* Directions for this task
Examine each line of the data. Copy those that contain the string "grid".

Recorded data:
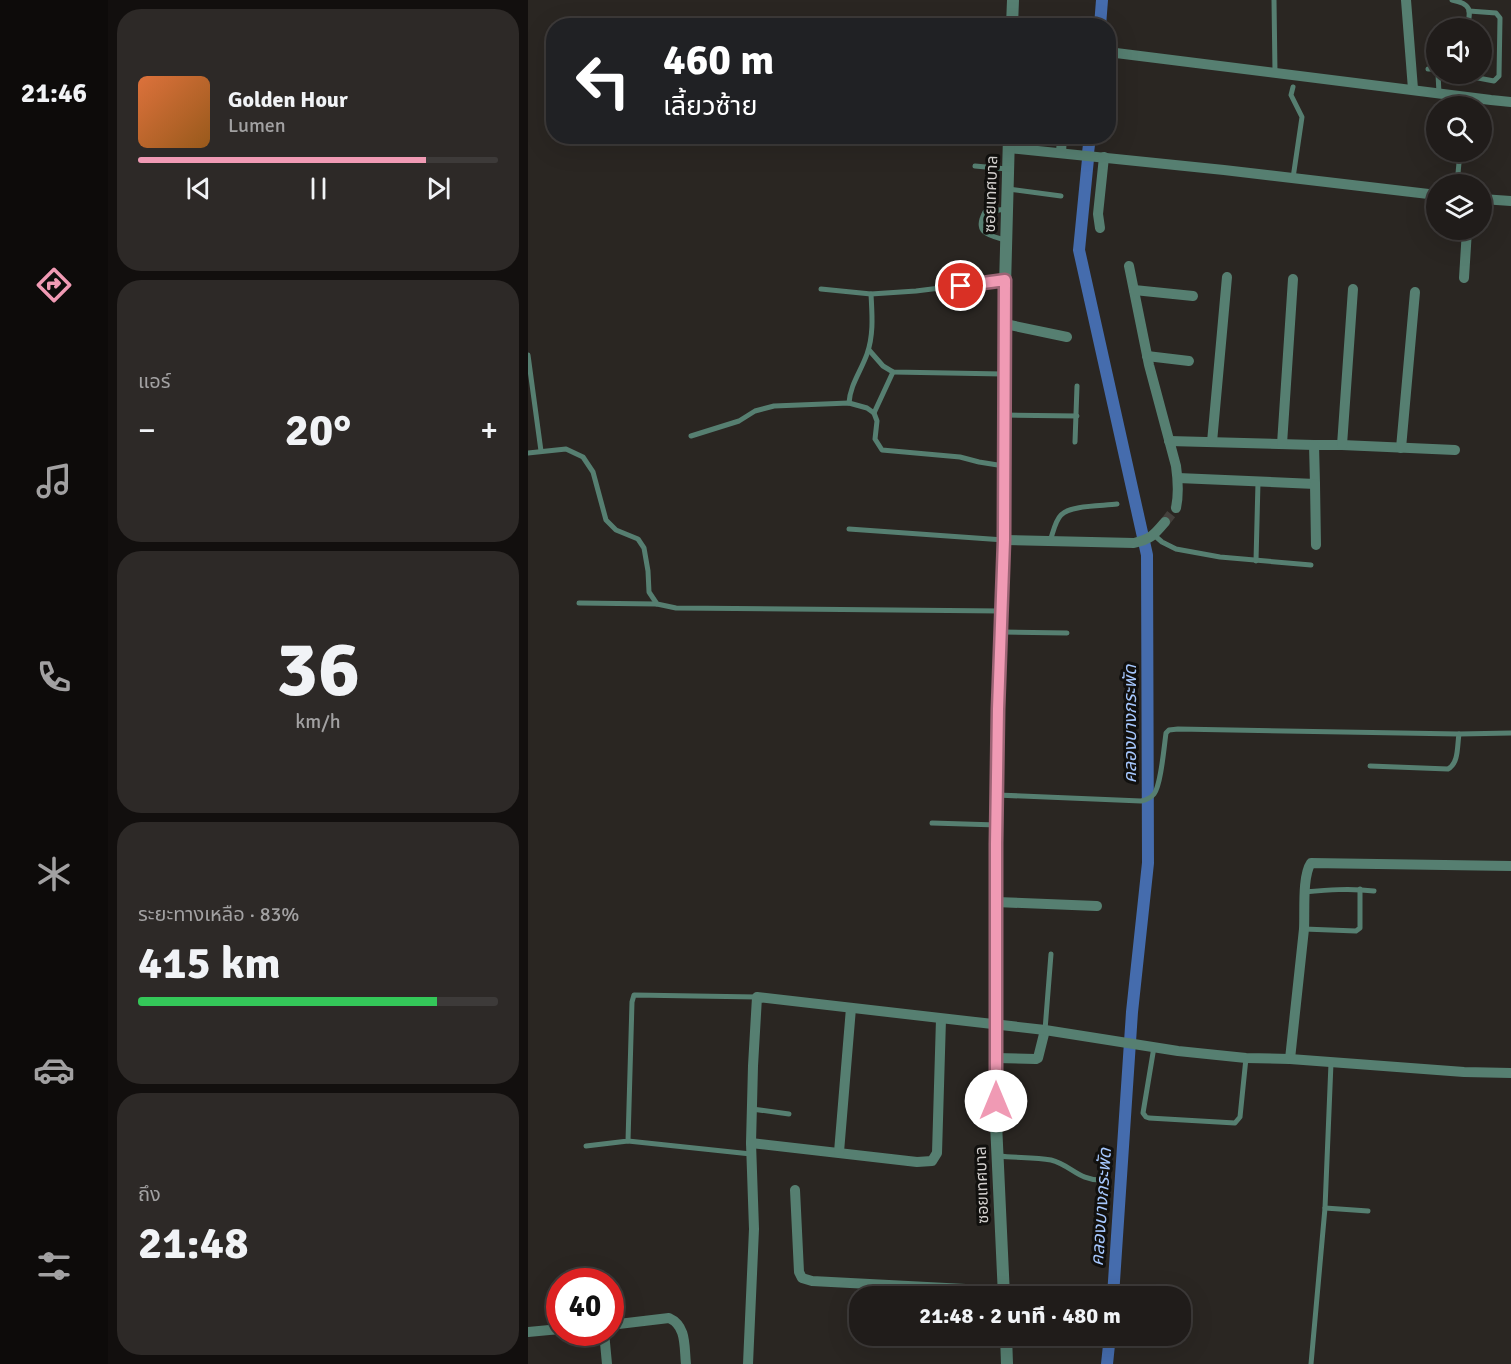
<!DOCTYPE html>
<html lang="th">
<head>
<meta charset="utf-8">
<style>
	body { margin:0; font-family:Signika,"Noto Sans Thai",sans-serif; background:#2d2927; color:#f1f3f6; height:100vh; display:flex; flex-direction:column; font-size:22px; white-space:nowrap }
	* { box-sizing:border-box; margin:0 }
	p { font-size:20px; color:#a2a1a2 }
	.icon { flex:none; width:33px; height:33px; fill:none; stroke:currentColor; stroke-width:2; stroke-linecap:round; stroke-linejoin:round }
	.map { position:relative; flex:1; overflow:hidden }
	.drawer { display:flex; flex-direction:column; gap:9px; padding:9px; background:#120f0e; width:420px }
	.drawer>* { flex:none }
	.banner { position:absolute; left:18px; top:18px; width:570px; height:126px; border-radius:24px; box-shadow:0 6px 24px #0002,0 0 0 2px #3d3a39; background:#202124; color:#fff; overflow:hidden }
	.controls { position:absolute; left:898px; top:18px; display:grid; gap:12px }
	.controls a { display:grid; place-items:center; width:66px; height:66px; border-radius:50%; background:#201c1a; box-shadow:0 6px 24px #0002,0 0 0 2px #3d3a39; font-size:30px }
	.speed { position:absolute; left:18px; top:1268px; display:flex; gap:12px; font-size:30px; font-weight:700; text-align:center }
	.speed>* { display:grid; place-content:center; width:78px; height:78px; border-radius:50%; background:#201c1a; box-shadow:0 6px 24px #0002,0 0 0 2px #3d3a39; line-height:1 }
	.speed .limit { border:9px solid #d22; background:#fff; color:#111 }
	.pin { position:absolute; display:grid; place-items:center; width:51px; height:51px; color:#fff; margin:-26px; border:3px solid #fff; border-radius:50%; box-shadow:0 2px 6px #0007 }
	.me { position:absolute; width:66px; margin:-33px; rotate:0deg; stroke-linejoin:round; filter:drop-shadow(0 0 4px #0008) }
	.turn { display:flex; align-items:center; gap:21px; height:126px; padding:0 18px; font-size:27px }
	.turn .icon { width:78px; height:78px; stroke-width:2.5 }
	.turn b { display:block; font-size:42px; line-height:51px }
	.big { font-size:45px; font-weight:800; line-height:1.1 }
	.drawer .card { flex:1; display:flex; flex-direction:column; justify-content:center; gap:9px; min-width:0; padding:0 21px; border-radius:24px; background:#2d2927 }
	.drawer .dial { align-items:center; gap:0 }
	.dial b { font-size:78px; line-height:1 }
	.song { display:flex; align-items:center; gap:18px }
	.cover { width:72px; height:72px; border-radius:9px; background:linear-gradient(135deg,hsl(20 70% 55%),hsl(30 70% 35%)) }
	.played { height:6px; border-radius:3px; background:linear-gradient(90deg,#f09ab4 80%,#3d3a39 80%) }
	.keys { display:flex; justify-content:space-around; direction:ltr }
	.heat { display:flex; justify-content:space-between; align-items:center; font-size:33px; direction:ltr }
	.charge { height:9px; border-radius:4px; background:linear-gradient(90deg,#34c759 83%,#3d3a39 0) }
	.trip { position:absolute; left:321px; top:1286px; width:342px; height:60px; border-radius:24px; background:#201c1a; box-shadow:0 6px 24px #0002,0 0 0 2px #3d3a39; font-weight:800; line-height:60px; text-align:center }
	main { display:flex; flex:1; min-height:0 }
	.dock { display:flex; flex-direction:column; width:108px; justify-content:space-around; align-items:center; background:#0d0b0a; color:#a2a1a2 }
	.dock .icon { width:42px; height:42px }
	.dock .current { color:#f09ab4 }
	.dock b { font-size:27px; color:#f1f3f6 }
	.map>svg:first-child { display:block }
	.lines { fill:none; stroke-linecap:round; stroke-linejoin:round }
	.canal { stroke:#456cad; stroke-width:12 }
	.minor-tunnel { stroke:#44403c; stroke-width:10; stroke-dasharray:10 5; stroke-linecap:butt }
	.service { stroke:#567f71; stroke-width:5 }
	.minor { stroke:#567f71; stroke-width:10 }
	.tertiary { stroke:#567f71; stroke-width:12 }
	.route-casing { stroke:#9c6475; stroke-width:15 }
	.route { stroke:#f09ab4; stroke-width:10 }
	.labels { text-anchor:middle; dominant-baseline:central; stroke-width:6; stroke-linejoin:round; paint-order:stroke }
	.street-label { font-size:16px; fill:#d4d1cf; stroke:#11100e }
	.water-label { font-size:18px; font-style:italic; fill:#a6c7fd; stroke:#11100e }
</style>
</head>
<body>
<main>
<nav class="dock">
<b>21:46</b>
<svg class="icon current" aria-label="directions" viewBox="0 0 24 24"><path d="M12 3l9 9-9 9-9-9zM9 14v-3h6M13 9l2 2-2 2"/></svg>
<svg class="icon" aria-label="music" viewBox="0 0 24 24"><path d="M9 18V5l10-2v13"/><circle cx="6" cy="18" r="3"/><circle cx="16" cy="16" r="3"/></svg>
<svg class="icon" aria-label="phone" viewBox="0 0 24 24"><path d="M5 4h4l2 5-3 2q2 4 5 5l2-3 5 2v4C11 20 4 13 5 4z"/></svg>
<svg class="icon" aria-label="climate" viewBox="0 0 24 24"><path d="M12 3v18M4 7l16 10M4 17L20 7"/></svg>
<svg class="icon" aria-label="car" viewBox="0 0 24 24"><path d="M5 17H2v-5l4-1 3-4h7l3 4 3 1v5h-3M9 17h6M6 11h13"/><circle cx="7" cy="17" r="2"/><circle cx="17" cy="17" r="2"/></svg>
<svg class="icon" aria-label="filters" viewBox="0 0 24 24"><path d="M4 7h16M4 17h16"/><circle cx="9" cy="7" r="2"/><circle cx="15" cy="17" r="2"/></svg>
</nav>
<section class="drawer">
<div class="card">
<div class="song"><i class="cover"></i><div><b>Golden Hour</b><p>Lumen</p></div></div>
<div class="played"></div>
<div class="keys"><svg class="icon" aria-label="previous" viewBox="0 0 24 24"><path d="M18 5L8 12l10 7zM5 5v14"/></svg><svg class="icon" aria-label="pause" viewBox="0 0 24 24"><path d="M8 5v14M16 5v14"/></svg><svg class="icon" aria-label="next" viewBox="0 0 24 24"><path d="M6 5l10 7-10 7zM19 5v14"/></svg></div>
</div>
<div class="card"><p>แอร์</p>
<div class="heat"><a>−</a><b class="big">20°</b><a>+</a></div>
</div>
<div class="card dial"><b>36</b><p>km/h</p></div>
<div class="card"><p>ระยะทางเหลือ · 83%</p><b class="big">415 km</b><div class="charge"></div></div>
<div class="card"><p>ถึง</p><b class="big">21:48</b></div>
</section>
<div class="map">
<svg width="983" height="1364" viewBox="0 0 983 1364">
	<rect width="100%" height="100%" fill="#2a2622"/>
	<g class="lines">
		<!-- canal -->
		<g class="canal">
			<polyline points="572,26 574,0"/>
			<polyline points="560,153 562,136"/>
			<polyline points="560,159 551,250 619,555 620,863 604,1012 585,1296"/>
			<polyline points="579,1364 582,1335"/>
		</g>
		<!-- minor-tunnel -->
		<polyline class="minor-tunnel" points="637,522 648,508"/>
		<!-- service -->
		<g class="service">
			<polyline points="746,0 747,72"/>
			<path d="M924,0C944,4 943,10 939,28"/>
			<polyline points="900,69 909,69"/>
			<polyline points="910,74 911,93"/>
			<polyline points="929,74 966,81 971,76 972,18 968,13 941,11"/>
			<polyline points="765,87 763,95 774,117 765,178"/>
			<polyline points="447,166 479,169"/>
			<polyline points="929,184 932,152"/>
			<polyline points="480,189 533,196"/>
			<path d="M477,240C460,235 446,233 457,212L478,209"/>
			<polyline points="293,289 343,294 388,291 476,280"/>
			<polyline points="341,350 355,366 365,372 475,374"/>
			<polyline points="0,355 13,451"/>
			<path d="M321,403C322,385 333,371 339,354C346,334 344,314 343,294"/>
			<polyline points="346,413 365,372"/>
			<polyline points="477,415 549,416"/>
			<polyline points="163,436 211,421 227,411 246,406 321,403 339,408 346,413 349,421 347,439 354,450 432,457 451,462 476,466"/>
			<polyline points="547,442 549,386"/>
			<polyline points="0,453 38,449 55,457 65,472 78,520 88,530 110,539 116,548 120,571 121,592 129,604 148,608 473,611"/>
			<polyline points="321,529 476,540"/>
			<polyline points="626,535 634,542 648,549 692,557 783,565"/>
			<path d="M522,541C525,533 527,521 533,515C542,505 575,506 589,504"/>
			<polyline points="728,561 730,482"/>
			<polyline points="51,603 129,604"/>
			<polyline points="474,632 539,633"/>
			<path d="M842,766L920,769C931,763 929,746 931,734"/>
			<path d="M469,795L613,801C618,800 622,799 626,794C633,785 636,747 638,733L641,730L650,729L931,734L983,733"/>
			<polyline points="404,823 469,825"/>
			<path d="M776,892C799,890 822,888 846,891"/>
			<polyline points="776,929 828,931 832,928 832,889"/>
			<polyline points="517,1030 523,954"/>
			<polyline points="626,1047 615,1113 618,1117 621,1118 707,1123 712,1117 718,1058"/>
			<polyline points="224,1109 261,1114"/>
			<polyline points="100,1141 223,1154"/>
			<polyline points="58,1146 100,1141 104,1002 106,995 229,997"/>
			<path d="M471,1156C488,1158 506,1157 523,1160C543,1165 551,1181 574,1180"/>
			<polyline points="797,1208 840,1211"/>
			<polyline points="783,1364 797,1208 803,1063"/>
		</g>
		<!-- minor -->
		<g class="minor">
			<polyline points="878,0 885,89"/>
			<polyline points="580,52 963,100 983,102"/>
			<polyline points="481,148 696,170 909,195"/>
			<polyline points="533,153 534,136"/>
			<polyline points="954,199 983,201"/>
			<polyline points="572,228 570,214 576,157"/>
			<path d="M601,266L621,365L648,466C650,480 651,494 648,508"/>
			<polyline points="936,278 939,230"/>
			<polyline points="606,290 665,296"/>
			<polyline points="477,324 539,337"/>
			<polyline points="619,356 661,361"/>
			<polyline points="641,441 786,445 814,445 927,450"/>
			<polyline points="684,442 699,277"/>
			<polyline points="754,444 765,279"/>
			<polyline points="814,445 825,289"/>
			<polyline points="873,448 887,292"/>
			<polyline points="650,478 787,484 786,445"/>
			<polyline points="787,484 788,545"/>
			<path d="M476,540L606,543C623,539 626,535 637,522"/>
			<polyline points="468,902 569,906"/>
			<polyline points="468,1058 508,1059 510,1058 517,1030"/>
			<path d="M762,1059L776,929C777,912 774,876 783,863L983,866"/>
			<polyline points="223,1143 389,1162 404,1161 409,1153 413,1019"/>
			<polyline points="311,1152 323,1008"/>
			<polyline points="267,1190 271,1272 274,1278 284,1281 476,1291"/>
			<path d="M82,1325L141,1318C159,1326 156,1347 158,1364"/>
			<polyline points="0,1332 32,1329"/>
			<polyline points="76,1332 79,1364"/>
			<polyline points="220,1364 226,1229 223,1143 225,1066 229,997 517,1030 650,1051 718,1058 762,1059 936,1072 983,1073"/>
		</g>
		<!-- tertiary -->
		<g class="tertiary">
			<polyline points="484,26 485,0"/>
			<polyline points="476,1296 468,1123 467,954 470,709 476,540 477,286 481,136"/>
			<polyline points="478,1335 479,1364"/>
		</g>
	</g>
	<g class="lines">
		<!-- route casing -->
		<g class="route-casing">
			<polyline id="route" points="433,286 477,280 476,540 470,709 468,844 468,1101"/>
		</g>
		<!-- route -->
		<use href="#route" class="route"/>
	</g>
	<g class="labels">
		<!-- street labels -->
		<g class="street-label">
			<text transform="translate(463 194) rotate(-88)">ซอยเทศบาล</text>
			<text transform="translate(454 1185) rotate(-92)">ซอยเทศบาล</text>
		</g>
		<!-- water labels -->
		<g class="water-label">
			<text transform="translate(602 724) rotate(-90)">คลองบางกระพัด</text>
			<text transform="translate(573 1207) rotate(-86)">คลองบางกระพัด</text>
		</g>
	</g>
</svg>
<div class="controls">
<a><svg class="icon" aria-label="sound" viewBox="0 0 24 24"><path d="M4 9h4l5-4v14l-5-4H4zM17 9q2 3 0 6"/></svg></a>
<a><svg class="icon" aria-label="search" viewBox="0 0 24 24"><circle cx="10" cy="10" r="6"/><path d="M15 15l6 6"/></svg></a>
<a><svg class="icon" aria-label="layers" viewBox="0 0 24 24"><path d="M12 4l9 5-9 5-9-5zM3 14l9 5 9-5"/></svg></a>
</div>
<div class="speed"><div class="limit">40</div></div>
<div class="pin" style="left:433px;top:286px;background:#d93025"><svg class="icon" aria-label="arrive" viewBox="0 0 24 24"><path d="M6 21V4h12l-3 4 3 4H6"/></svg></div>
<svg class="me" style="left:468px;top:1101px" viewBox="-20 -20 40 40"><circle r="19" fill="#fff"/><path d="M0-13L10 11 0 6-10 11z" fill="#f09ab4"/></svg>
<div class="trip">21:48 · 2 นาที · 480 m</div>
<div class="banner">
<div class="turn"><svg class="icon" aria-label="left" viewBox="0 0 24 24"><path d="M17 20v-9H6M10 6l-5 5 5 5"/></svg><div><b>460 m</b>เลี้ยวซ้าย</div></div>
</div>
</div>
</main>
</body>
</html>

* Answer to the exercise
	.controls { position:absolute; left:898px; top:18px; display:grid; gap:12px }
	.controls a { display:grid; place-items:center; width:66px; height:66px; border-radius:50%; background:#201c1a; box-shadow:0 6px 24px #0002,0 0 0 2px #3d3a39; font-size:30px }
	.speed>* { display:grid; place-content:center; width:78px; height:78px; border-radius:50%; background:#201c1a; box-shadow:0 6px 24px #0002,0 0 0 2px #3d3a39; line-height:1 }
	.pin { position:absolute; display:grid; place-items:center; width:51px; height:51px; color:#fff; margin:-26px; border:3px solid #fff; border-radius:50%; box-shadow:0 2px 6px #0007 }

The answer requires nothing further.